> _Assignment_
Your task is to work out how many lines in the data include the word "setLineDash". Reply with the number alone.

Exercise materials section start

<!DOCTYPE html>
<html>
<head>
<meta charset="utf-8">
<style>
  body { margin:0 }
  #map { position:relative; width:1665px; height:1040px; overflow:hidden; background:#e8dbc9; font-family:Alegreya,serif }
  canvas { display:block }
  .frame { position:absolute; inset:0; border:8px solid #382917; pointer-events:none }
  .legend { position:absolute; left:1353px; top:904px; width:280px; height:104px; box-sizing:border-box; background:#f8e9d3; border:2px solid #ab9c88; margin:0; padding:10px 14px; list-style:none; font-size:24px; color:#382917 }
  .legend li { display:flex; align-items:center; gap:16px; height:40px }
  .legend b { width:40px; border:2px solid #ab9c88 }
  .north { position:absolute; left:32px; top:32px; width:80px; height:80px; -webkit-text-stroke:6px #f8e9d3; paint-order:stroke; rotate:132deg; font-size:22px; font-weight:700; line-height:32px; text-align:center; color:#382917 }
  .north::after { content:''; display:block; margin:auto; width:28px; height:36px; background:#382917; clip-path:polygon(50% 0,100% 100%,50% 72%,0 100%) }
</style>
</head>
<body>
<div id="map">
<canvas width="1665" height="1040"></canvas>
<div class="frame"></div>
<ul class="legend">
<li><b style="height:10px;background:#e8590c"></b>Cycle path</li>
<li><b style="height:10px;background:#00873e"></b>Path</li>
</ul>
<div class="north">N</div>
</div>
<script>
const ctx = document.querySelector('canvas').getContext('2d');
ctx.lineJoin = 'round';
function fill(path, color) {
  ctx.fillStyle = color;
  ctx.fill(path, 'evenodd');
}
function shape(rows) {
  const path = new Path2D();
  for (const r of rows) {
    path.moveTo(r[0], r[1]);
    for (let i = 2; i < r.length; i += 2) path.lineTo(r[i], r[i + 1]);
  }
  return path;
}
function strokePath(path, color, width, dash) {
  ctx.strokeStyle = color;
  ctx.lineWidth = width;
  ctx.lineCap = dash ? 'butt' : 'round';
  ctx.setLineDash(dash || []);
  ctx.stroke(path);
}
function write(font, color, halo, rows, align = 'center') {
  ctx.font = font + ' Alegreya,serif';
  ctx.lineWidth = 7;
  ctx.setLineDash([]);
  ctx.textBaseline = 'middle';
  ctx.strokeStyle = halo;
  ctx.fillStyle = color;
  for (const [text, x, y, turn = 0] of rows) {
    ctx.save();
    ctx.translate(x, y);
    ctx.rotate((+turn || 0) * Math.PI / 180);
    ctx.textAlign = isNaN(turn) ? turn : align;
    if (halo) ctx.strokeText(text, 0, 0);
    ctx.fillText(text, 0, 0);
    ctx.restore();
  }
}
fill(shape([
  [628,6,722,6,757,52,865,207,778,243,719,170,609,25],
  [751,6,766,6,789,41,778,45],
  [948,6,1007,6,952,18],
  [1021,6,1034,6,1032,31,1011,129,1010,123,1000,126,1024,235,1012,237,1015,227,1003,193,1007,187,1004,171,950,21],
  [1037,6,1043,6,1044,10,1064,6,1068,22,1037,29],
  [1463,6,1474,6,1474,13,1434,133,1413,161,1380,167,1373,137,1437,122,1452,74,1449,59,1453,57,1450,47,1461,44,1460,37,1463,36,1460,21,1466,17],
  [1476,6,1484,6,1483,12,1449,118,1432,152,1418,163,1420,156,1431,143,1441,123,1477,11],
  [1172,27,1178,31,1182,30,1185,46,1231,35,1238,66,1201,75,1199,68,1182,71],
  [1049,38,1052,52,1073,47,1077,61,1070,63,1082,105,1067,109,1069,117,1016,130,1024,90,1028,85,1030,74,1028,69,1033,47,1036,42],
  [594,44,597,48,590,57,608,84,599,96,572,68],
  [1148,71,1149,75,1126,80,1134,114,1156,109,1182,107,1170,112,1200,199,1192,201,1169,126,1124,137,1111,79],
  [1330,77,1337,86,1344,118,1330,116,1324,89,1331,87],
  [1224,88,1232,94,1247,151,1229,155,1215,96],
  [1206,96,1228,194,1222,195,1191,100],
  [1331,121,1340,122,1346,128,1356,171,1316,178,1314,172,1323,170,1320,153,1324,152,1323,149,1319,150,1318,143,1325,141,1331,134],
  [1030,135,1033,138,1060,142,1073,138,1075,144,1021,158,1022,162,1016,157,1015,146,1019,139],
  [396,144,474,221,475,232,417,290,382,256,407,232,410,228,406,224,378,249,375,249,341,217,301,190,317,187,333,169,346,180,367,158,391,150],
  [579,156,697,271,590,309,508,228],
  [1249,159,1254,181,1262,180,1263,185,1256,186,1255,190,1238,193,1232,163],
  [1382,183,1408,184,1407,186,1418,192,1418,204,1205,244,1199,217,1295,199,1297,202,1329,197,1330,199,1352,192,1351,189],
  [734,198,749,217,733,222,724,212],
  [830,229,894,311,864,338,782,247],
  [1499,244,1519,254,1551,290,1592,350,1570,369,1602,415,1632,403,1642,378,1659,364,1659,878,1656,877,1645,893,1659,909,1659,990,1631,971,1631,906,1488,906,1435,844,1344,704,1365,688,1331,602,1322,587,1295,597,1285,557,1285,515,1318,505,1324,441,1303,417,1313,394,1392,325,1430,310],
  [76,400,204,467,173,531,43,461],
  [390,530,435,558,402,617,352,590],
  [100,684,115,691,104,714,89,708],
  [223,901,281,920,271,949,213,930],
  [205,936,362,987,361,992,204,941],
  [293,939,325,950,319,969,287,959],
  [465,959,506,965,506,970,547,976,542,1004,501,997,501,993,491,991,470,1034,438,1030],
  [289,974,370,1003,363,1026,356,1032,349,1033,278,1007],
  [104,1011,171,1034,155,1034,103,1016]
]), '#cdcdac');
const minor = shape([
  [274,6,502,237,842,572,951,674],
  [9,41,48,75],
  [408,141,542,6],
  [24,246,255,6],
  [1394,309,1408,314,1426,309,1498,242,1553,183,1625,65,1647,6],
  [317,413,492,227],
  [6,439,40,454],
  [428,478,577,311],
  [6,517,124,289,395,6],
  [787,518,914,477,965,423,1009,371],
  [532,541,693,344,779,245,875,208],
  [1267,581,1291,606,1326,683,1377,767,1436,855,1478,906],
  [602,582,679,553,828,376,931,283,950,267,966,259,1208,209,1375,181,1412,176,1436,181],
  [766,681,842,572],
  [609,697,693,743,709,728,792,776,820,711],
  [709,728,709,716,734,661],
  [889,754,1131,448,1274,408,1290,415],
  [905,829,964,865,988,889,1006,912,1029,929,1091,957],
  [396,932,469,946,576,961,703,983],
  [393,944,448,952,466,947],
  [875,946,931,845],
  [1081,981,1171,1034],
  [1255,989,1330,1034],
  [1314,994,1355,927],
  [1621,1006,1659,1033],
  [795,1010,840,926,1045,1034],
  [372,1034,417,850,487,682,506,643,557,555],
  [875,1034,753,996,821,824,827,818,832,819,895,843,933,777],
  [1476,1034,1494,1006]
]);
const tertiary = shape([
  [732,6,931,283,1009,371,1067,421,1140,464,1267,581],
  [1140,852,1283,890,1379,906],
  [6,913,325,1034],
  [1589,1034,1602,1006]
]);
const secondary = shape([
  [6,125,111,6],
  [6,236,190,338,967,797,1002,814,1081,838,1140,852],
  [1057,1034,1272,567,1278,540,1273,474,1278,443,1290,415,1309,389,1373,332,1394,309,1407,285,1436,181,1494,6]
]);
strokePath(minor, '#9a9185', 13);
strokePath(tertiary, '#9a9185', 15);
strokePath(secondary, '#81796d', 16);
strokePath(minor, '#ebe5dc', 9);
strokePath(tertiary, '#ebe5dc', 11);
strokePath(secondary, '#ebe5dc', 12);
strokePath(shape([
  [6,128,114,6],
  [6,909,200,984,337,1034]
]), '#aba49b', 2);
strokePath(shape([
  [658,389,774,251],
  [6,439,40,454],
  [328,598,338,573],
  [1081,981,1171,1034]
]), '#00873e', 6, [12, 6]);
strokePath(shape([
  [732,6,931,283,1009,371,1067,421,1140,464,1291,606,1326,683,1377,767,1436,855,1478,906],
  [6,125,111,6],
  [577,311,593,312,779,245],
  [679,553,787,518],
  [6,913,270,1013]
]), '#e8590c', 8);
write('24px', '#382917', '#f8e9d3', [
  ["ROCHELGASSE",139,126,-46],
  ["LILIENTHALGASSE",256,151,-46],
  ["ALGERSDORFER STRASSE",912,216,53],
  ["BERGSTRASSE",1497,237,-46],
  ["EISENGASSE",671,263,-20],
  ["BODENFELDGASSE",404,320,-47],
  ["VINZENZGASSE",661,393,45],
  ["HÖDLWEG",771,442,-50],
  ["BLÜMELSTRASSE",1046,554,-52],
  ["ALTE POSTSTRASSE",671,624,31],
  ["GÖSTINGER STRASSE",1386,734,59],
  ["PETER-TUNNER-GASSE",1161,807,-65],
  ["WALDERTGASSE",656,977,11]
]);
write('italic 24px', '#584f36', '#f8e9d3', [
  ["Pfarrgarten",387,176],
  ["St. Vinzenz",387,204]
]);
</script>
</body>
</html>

Exercise materials section end

> _Exercise response_
2